5.         Apa sajakah faedah puasa?

C.    Tujuan
1.      Untuk mengetahui pengertian puasa Ramadhan
2.      Untuk mengetahui ketentuan awal dan akhir bulan Ramadhan
3.      Untuk mengetahui pelaksanaan berpuasa
4.      Untuk mengetahui hal-hal yang memabtalkan puasa
5.      Untuk mengetahui faeda-faedah puasa


BAB II
PEMBAHASAN
A.    Pengertian Puasa Ramadhan
            Puasa adalah terjemahan dari bahasa Arab : shaum dan shiyam yang berarti menahan (imsak) seperti Inni nazartu li al-Rahmani shawman.[1]
            Menurut syara’ , puasa ialah menahan diri dari beberapa perbuatan tertentu, dengan niat dan menurut aturan tertentu pula.
            Puasa Ramadhan adalah kewajiban yang  saklar dan ibadah Islam yang  bersifat syi’ar yang  besar, juga salah satu rukun Islam yang kelima, yang menjadi pilar agama ini.[2]
            Wajibnya puasa ini telah dikukuhkan dalam  Al-Qur’an, Sunnah, dan Ijma’.
            Dalam Al-Qur’an,  Allah  SWT  berfirman :
يَاأَيُّهَا الَّذِينَ ءَامَنُوا كُتِبَ عَلَيْكُمُ الصِّيَامُ كَمَا كُتِبَ عَلَى الَّذِينَ مِن قَبْلِكُمْ لَعَلَّكُمْ تَتَّقُونَ {183}
أَيَّامًا مَّعْدُودَاتٍ …..{184}

Artinya : “Hai orang-orang beriman, telah diwajibkan atas kalian puasa sebagaimana telah diwajibkan atas orang-orang sbelum kalian, agar kalian bertakwa, (yaitu) beberapa hari yang tertentu….” (QS. Al-Baqarah : 183-184)
            Kemudian firman Allah selanjutnya
شَهْرُ رَمَضَانَ الَّذِي أُنْزِلَ فِيهِ الْقُرْآنُ هُدًى لِلنَّاسِ وَبَيِّنَاتٍ مِنَ الْهُدَى وَالْفُرْقَانِ فَمَنْ شَهِدَ مِنْكُمُ الشَّهْرَ فَلْيَصُمْهُ...
Artinya : (Yaitu) bulan Ramadhan yang padanya (mulai) diturunkan Al-Qur’an sebagai petunjuk bagi manusia, dan penjelasan petunjuk itu dan pembeda.
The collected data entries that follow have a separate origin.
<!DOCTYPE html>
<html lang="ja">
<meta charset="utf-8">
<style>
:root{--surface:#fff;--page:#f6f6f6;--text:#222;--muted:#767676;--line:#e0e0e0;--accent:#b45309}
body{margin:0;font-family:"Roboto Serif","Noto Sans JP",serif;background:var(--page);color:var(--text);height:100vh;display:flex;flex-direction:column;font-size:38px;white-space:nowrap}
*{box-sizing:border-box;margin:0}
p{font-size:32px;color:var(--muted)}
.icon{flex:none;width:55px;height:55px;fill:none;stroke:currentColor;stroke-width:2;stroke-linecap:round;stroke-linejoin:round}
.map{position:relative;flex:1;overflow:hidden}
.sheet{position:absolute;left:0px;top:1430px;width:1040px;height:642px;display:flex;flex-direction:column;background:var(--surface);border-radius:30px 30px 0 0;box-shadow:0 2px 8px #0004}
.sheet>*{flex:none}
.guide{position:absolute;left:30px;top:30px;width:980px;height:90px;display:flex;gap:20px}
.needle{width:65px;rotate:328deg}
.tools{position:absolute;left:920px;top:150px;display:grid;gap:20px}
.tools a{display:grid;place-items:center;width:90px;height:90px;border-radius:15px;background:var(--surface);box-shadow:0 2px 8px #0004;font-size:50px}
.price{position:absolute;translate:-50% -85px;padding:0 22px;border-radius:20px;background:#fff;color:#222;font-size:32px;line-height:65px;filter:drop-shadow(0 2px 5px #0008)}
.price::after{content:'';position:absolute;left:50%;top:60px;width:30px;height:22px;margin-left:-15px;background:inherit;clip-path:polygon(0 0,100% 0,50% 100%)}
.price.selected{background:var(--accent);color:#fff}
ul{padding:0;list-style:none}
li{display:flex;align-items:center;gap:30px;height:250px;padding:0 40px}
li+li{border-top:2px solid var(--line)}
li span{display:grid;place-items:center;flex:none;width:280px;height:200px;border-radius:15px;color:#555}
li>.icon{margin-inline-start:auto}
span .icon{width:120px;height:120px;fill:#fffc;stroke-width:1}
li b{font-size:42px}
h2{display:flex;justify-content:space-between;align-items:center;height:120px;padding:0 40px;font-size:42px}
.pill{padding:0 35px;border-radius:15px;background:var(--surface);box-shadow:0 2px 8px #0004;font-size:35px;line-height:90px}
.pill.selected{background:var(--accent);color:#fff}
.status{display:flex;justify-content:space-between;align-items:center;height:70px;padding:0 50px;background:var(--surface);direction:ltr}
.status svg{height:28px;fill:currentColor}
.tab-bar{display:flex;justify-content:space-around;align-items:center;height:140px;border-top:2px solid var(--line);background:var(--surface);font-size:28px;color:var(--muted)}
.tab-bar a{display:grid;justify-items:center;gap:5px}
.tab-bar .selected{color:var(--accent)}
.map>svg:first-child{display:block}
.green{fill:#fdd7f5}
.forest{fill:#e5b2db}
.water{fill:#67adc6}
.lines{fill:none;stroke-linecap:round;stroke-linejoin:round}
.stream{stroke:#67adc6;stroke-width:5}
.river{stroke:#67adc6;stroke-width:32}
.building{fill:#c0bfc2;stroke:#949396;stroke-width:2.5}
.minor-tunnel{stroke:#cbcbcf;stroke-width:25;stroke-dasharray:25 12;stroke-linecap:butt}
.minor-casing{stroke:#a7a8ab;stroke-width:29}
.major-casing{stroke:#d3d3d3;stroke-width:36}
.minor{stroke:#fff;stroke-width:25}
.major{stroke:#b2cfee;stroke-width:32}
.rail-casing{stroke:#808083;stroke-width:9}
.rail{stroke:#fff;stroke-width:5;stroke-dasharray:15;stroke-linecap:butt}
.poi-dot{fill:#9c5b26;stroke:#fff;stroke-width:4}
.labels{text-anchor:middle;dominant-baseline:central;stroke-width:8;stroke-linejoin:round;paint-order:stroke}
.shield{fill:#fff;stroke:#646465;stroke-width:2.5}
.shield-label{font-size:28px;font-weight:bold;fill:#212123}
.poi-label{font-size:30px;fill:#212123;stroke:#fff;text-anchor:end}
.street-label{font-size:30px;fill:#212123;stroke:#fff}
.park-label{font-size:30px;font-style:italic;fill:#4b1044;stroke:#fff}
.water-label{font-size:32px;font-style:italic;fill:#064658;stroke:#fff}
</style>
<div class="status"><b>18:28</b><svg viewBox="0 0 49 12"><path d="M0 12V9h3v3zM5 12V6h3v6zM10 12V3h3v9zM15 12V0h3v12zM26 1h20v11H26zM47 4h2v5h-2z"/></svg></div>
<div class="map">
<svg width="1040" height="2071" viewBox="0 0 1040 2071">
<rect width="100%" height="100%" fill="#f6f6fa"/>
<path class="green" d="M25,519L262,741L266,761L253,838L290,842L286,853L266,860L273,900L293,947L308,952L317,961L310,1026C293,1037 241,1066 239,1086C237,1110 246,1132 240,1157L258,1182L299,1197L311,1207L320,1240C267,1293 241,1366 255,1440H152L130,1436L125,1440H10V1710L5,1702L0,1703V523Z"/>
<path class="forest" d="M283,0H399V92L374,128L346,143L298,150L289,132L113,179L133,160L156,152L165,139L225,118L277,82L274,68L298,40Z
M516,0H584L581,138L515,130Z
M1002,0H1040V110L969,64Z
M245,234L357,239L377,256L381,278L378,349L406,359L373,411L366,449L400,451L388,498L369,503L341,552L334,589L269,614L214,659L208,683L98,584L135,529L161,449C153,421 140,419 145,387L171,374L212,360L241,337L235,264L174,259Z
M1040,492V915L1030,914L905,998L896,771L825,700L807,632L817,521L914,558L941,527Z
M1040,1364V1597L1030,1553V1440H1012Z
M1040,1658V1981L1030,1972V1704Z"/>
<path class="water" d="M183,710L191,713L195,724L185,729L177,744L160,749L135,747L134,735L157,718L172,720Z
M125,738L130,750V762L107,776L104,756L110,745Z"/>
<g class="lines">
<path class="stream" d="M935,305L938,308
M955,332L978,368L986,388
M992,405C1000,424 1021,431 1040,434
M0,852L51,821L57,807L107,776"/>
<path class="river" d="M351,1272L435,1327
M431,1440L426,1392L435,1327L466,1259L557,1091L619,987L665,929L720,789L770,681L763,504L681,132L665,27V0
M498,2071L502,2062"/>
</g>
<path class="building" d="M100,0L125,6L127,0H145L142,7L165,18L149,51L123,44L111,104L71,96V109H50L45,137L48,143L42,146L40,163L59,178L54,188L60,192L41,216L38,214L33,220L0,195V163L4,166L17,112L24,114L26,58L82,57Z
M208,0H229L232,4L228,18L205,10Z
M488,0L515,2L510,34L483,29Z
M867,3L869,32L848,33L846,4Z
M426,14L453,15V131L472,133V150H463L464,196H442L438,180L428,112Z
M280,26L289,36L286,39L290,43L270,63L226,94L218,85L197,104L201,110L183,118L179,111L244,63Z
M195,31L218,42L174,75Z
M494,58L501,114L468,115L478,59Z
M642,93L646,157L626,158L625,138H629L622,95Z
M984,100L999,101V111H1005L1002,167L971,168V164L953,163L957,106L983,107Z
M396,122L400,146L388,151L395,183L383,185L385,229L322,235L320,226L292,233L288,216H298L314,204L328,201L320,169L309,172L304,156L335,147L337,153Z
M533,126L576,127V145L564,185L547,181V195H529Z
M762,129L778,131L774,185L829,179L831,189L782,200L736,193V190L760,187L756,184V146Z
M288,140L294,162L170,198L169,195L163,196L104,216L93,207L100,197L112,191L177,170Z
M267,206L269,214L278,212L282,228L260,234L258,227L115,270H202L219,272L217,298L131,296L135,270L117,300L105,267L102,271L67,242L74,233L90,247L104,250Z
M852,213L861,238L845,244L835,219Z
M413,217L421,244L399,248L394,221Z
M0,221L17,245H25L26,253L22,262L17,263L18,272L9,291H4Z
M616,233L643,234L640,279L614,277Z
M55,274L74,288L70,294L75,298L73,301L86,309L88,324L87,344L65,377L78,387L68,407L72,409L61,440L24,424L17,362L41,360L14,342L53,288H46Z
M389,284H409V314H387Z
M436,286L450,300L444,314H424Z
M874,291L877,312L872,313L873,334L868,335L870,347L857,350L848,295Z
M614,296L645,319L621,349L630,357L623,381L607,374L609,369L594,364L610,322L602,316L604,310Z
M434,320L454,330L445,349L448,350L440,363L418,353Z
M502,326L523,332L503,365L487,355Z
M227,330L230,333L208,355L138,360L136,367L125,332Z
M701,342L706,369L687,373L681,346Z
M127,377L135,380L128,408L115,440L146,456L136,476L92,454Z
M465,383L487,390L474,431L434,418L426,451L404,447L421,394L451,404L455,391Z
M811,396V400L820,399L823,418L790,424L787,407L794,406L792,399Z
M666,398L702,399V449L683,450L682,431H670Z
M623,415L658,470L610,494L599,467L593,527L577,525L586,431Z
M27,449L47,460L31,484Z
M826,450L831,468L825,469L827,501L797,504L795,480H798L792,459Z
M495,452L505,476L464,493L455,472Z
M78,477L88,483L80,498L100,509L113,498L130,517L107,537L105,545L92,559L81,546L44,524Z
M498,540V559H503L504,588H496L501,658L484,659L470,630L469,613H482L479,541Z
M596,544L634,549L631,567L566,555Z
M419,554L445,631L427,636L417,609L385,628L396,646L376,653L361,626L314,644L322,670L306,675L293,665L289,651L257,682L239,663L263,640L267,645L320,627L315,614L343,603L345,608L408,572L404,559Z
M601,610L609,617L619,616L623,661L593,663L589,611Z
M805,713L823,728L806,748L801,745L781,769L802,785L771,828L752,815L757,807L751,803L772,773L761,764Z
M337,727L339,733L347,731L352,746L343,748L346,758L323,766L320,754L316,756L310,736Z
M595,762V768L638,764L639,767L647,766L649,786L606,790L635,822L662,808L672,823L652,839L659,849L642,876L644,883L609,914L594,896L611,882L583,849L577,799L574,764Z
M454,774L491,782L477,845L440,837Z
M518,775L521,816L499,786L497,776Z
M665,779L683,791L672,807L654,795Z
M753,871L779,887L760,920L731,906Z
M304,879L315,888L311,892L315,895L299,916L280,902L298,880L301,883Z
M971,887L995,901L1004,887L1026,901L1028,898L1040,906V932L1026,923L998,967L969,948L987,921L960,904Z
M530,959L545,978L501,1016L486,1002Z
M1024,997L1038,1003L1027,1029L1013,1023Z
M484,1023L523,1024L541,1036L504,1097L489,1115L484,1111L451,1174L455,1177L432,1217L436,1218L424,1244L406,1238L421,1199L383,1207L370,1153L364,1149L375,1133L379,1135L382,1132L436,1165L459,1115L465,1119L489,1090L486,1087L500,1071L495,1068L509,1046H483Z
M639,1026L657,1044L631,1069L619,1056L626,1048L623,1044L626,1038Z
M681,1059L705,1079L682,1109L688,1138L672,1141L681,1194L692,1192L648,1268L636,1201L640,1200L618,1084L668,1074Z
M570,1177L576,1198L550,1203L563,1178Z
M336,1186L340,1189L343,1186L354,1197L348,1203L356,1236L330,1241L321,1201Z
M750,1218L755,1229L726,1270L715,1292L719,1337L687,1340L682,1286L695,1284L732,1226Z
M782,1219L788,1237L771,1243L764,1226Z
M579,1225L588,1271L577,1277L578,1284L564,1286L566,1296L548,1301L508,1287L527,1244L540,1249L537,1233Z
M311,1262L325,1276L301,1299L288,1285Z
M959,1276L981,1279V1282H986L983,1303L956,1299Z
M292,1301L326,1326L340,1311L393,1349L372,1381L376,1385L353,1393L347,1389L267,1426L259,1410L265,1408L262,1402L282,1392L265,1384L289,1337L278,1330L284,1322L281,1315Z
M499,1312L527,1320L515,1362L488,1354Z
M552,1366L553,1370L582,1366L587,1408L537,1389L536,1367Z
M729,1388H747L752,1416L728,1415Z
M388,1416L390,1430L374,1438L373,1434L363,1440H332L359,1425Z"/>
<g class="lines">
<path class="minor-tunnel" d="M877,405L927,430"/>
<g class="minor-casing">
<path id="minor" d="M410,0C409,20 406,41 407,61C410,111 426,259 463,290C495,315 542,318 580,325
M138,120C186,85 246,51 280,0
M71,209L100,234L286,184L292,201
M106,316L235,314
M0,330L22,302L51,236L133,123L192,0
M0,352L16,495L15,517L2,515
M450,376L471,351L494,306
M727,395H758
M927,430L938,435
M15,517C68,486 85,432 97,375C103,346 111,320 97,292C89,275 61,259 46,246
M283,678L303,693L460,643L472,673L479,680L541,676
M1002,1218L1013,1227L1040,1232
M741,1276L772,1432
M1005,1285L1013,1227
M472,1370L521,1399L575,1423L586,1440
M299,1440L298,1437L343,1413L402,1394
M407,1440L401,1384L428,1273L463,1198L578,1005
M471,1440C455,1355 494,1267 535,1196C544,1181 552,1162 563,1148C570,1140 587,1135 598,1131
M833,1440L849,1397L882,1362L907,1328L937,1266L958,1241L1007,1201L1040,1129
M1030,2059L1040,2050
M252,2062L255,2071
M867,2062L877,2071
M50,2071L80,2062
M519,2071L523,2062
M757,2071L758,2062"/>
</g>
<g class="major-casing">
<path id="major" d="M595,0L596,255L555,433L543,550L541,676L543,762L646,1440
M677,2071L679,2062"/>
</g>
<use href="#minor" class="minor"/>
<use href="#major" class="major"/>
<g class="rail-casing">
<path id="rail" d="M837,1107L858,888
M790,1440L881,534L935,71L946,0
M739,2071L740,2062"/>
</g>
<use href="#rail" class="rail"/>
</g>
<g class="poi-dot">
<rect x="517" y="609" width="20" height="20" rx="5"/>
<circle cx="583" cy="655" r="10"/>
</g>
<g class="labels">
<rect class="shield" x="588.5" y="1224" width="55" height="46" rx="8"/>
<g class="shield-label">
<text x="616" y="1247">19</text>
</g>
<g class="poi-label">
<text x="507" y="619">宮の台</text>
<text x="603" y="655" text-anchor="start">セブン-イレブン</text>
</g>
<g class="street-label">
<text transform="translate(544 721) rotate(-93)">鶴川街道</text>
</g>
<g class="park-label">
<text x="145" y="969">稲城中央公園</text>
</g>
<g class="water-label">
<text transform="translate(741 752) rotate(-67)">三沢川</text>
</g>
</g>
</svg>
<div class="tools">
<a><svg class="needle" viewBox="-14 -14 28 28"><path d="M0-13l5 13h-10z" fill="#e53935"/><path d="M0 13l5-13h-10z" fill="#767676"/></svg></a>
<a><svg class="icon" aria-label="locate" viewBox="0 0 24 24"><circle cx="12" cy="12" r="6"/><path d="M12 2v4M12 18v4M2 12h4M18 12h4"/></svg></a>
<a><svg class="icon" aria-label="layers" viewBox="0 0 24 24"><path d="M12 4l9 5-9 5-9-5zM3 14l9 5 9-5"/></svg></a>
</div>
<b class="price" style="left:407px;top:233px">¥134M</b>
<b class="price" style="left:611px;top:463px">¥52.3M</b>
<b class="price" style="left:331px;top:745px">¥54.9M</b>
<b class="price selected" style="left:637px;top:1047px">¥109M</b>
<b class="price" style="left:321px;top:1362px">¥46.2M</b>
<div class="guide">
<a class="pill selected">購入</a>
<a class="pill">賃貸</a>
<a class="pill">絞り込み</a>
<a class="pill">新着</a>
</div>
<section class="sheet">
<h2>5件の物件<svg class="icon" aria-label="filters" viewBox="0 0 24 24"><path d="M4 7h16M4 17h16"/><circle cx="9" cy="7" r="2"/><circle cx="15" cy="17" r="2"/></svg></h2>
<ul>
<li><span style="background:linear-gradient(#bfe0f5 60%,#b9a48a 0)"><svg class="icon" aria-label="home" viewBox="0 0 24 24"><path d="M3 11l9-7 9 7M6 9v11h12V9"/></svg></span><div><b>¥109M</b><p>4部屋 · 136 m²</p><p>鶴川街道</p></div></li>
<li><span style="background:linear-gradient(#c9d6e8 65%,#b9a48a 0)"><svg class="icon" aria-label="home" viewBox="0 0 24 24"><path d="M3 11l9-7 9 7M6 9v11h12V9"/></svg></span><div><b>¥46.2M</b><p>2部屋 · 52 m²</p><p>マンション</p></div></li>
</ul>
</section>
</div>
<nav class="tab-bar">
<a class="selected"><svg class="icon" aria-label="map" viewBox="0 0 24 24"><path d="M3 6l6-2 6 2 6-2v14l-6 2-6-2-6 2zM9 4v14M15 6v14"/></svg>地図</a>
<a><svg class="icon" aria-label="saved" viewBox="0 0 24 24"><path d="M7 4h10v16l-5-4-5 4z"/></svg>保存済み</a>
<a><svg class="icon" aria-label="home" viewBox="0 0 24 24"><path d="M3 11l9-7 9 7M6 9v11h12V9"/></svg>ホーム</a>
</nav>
Maka barangsiapa  di antara kalian melihat bulan itu, hendaklah ia berpuasa…” (QS. Al-Baqarah: 185)

            Di dalam hadist riwayat Bukhari dan Muslim :
عَنْ أَبِي عَبْدِ الرَّحْمَنِ عَبْدِ اللهِ بْنِ عُمَرَ بْنِ الْخَطَّابِ رَضِيَ اللهُ عَنْهُمَا قَالَ : سَمِعْتُ رَسُوْلَ اللهِ صلى الله وسلم يَقُوْلُ : بُنِيَ اْلإِسْلاَمُ عَلَى خَمْسٍ : شَهَادَةُ أَنْ لاَ إِلَهَ إِلاَّ اللهُ وَأَنَّ مُحَمَّداً رَسُوْلُ اللهِ وَإِقَامُ الصَّلاَةِ وَإِيْتَاءُ الزَّكَاةِ وَحَجُّ الْبَيْتِ وَصَوْمُ رَمَضَانَ
Artinya : Dari Abu Abdirrohman Abdulloh bin Umar bin Khoththob rodhiyallohu ‘anhuma, dia berkata “Aku pernah mendengar Rosululloh shollallohu ‘alaihi wasallam bersabda:Islam ditegakkan diatas lima (dasar, rukun) : Syahadah bahwa tiada Tuhan selain Allah dan bahwasannya Muhammad adalah Rasul Allah, menegakkan shalat, membayar zakat, haji ke bait Allah, dan puasa Ramadhan.” (HR. Bukhori Muslim)
            Puasa di bulan Ramadhan pertama kali diwajibkan pada tahun kedua dari Hijrah Nabi SAW. Ia wajibkan atas orang-orang yang sudah mukallaf (baligh dan berakal) dan atas orang yang mampu mengerjakannya. Karena itu, tidaklah wajib puasa itu atas :
1.      Anak-anak,
2.      Orang gila,
3.      Orang yang tidak suci (dari haid dan nifas)
4.      Orang yang hilang akal, sebab mabuk dan lain-lain,
5.      Orang yang sangat tua yang tidak kuat menjalankan puasa,
6.      Orang yang sakit bila puasa mungkin bertambah-tambahnya sakitnya.[3]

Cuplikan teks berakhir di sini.